ASSIGNMENT —
Please copy every line of the data in which the string "bubble" appears.

+++ INFORMATION SUPPLIED

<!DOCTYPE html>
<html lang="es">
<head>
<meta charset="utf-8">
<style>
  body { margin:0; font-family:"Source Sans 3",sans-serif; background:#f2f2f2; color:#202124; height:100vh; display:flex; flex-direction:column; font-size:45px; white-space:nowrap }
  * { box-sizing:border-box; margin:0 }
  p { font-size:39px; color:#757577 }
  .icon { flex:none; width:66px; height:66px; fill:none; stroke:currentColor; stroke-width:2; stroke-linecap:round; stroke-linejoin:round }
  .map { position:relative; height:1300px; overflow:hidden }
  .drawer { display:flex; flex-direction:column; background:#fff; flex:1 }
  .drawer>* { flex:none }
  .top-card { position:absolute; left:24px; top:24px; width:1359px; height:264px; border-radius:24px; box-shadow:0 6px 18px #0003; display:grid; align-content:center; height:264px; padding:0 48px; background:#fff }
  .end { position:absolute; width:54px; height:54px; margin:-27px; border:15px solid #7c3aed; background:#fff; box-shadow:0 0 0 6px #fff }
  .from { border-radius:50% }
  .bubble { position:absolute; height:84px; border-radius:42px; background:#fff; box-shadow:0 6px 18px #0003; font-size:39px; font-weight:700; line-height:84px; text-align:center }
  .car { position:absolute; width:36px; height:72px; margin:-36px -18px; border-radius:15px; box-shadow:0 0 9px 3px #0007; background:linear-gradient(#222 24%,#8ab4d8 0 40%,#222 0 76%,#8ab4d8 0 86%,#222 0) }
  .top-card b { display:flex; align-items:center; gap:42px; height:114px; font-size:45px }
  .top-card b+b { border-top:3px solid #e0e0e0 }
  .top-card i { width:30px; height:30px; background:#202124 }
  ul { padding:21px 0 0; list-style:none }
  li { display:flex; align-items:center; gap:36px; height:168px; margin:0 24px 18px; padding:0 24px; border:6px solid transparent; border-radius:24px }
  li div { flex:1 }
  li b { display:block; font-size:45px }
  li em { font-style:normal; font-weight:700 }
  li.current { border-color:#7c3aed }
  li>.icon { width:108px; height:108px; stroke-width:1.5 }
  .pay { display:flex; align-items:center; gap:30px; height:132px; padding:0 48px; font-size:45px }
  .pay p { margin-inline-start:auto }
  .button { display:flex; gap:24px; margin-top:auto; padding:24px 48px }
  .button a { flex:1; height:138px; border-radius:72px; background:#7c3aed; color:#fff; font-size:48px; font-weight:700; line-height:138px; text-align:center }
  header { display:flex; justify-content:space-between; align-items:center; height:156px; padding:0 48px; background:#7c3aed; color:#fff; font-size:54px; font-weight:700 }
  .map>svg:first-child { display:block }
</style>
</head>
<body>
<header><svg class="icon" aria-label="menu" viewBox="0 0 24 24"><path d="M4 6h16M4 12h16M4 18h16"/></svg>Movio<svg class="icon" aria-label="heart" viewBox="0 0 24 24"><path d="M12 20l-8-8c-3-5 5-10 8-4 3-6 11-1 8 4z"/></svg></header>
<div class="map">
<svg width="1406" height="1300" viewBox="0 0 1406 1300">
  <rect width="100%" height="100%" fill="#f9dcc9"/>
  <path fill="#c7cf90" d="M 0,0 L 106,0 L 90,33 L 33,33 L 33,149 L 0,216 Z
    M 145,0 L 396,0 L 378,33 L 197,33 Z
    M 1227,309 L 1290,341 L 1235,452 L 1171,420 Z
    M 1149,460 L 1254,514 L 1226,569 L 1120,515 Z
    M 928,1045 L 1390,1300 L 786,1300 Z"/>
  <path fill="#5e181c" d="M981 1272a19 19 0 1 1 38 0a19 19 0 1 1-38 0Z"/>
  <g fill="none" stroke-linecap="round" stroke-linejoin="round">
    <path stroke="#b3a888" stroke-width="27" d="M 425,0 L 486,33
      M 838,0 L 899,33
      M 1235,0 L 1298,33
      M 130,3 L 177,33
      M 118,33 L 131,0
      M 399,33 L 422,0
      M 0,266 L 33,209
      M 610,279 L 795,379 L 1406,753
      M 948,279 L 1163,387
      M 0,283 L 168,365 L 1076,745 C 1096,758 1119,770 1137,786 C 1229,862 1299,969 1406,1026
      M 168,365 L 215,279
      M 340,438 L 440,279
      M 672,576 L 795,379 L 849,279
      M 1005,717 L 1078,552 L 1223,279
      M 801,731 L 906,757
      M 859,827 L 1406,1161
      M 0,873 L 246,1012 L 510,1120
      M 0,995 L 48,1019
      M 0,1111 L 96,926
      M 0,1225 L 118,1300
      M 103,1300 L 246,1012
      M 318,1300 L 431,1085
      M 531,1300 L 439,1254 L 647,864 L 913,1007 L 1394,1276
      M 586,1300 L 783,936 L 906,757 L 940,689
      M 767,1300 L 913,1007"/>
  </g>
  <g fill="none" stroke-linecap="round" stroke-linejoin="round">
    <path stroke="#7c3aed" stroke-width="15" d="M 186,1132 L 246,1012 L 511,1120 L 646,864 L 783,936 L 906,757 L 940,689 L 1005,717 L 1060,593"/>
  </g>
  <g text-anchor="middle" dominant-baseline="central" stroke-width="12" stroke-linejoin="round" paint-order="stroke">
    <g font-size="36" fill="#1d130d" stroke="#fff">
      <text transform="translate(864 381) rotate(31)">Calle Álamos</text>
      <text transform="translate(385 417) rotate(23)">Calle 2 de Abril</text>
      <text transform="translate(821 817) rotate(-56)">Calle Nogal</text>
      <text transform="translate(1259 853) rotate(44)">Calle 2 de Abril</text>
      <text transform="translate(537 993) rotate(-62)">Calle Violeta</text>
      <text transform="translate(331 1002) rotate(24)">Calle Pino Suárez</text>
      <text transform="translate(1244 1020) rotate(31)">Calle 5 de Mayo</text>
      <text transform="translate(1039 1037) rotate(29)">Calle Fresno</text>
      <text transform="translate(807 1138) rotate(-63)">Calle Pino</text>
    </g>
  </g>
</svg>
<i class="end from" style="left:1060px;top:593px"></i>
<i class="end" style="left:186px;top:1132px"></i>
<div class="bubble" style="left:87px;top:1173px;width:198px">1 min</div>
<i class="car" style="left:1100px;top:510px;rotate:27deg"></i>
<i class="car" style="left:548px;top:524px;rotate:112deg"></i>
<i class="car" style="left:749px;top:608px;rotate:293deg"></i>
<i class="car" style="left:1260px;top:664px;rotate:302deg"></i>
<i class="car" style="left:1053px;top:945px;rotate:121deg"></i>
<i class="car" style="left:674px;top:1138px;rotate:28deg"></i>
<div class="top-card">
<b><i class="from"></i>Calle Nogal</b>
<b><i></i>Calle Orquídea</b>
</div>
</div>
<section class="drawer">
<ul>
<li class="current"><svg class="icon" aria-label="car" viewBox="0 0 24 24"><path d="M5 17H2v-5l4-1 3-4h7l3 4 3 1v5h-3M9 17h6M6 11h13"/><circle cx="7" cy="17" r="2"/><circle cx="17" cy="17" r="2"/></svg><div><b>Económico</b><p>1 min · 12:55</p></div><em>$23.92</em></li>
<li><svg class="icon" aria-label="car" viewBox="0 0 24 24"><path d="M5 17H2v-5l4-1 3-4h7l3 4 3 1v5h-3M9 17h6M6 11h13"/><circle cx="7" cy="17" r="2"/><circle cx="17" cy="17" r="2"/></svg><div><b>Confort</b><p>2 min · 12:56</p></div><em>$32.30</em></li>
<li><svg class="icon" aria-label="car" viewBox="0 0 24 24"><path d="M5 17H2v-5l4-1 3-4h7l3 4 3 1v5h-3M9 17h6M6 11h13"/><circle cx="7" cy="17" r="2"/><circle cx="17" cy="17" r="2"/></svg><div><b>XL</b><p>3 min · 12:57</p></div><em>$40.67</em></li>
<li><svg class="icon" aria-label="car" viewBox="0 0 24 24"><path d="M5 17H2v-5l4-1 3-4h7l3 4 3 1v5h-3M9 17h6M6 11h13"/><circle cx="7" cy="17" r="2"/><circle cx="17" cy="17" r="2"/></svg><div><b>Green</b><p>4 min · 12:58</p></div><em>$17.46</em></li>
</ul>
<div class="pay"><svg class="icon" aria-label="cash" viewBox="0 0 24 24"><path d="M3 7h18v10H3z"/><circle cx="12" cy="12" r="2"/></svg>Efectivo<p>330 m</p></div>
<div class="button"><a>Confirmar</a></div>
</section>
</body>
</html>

++++++

RESPONSE TO THE EXERCISE —
  .bubble { position:absolute; height:84px; border-radius:42px; background:#fff; box-shadow:0 6px 18px #0003; font-size:39px; font-weight:700; line-height:84px; text-align:center }
<div class="bubble" style="left:87px;top:1173px;width:198px">1 min</div>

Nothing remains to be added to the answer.